Exercise description:
Please return all lines from the records below that include the string "Centre".

*** Exercise material Section Begins ***

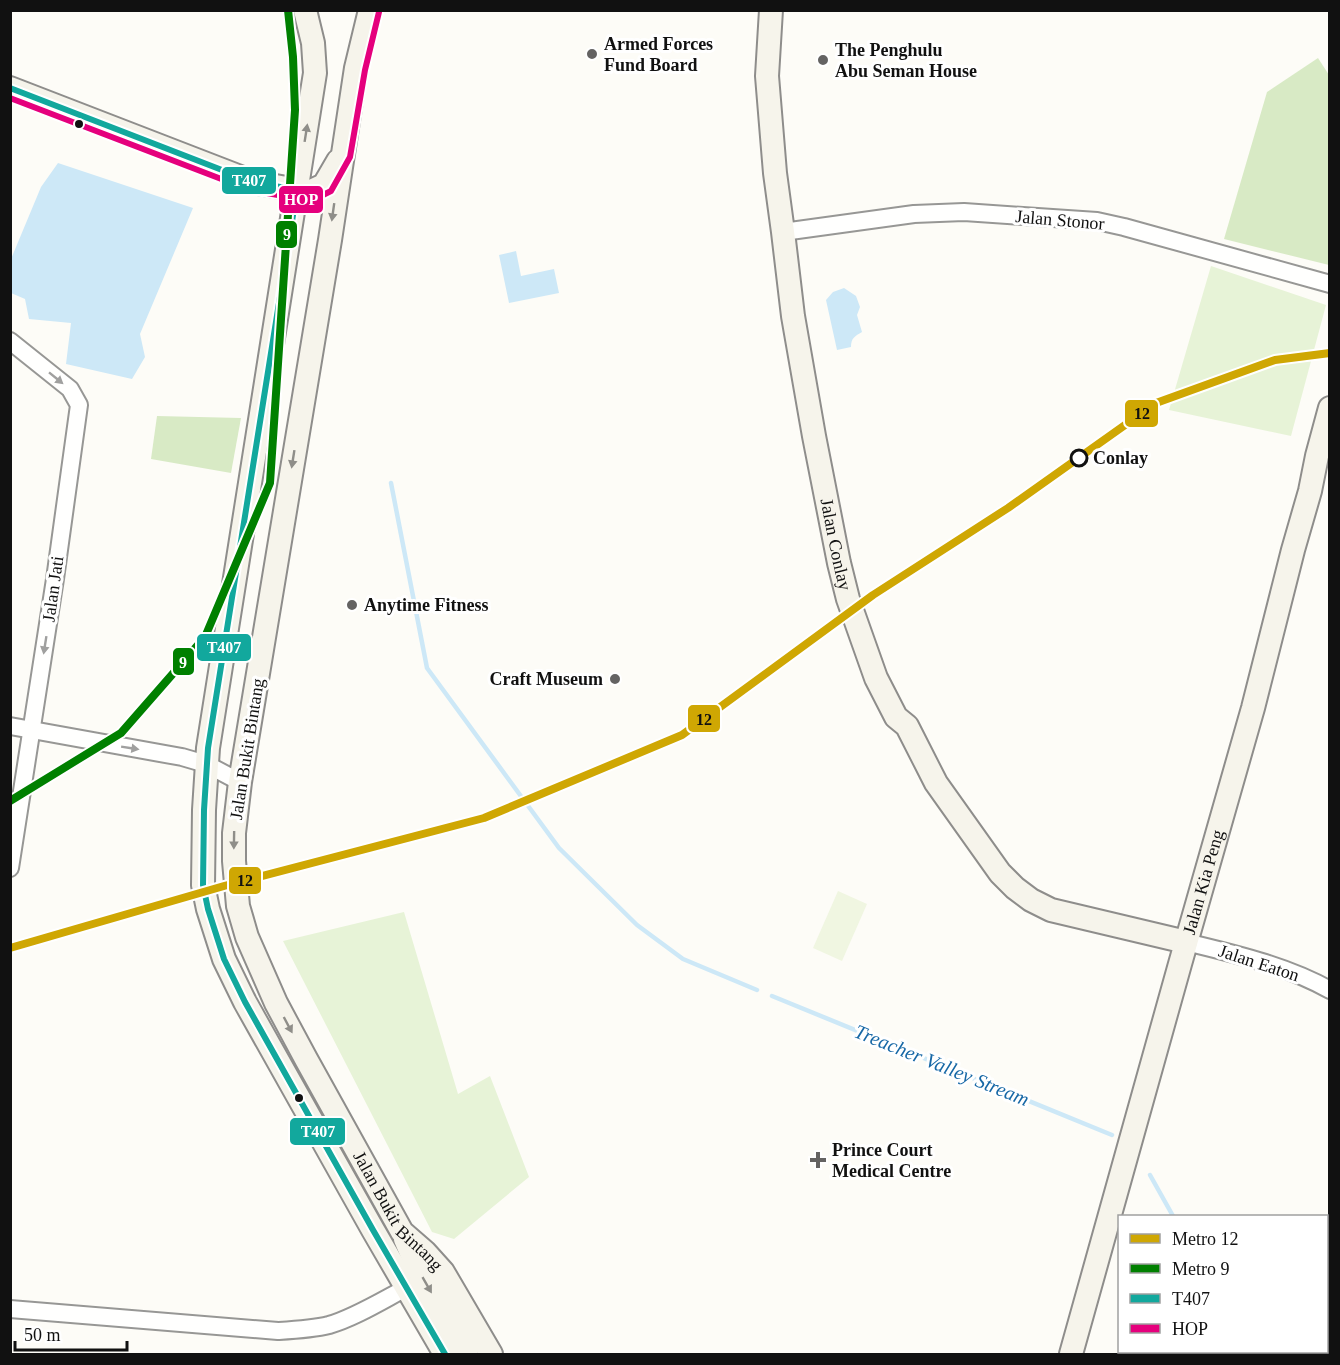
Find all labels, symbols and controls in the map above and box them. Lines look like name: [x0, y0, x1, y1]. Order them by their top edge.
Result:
place label: Armed Forces Fund Board: [604, 34, 713, 75]
place label: The Penghulu Abu Seman House: [835, 40, 977, 81]
marker: Armed Forces Fund Board: [585, 47, 599, 61]
marker: The Penghulu Abu Seman House: [816, 53, 830, 67]
unlabelled marker: [73, 118, 85, 130]
one-way arrow: [301, 123, 310, 142]
line badge: T407: [221, 166, 277, 195]
text: T407: [232, 172, 266, 189]
line badge: HOP: [278, 185, 324, 214]
text: HOP: [284, 191, 319, 208]
one-way arrow: [329, 203, 338, 222]
street label: Jalan Stonor: [1015, 206, 1105, 234]
line badge: 9: [275, 220, 298, 249]
text: 9: [283, 226, 291, 243]
one-way arrow: [48, 371, 64, 384]
line badge: 12: [1124, 399, 1159, 428]
text: 12: [1134, 405, 1150, 422]
place label: Conlay: [1093, 448, 1148, 468]
marker: Conlay: [1070, 449, 1088, 467]
one-way arrow: [288, 450, 297, 469]
street label: Jalan Conlay: [817, 497, 855, 593]
street label: Jalan Jati: [38, 555, 68, 623]
place label: Anytime Fitness: [364, 595, 489, 615]
marker: Anytime Fitness: [345, 598, 359, 612]
line badge: T407: [196, 633, 252, 662]
one-way arrow: [40, 636, 49, 655]
text: T407: [207, 639, 241, 656]
line badge: 9: [172, 647, 195, 676]
text: 9: [179, 654, 187, 671]
place label: Craft Museum: [490, 669, 603, 689]
marker: Craft Museum: [608, 672, 622, 686]
street label: Jalan Bukit Bintang: [226, 677, 268, 821]
line badge: 12: [687, 704, 721, 733]
text: 12: [696, 711, 712, 728]
one-way arrow: [121, 744, 140, 753]
street label: Jalan Kia Peng: [1179, 828, 1228, 937]
one-way arrow: [229, 831, 239, 850]
line badge: 12: [228, 866, 262, 895]
text: 12: [237, 872, 253, 889]
street label: Jalan Eaton: [1216, 941, 1302, 985]
one-way arrow: [283, 1017, 293, 1034]
water label: Treacher Valley Stream: [851, 1020, 1032, 1111]
unlabelled marker: [293, 1092, 305, 1104]
line badge: T407: [289, 1117, 346, 1146]
text: T407: [301, 1123, 335, 1140]
place label: Prince Court Medical Centre: [832, 1140, 951, 1181]
street label: Jalan Bukit Bintang: [349, 1148, 447, 1275]
marker: Prince Court Medical Centre: [809, 1151, 827, 1169]
legend: [1118, 1215, 1328, 1353]
text: Metro 12: [1172, 1229, 1239, 1249]
text: Metro 9: [1172, 1259, 1230, 1279]
one-way arrow: [422, 1277, 432, 1294]
text: T407: [1172, 1289, 1210, 1309]
scale bar: [15, 1314, 128, 1352]
text: HOP: [1172, 1319, 1208, 1339]
text: 50 m: [24, 1325, 61, 1345]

*** Exercise material Section Ends ***

Written answer:
place label: Prince Court Medical Centre: [832, 1140, 951, 1181]
marker: Prince Court Medical Centre: [809, 1151, 827, 1169]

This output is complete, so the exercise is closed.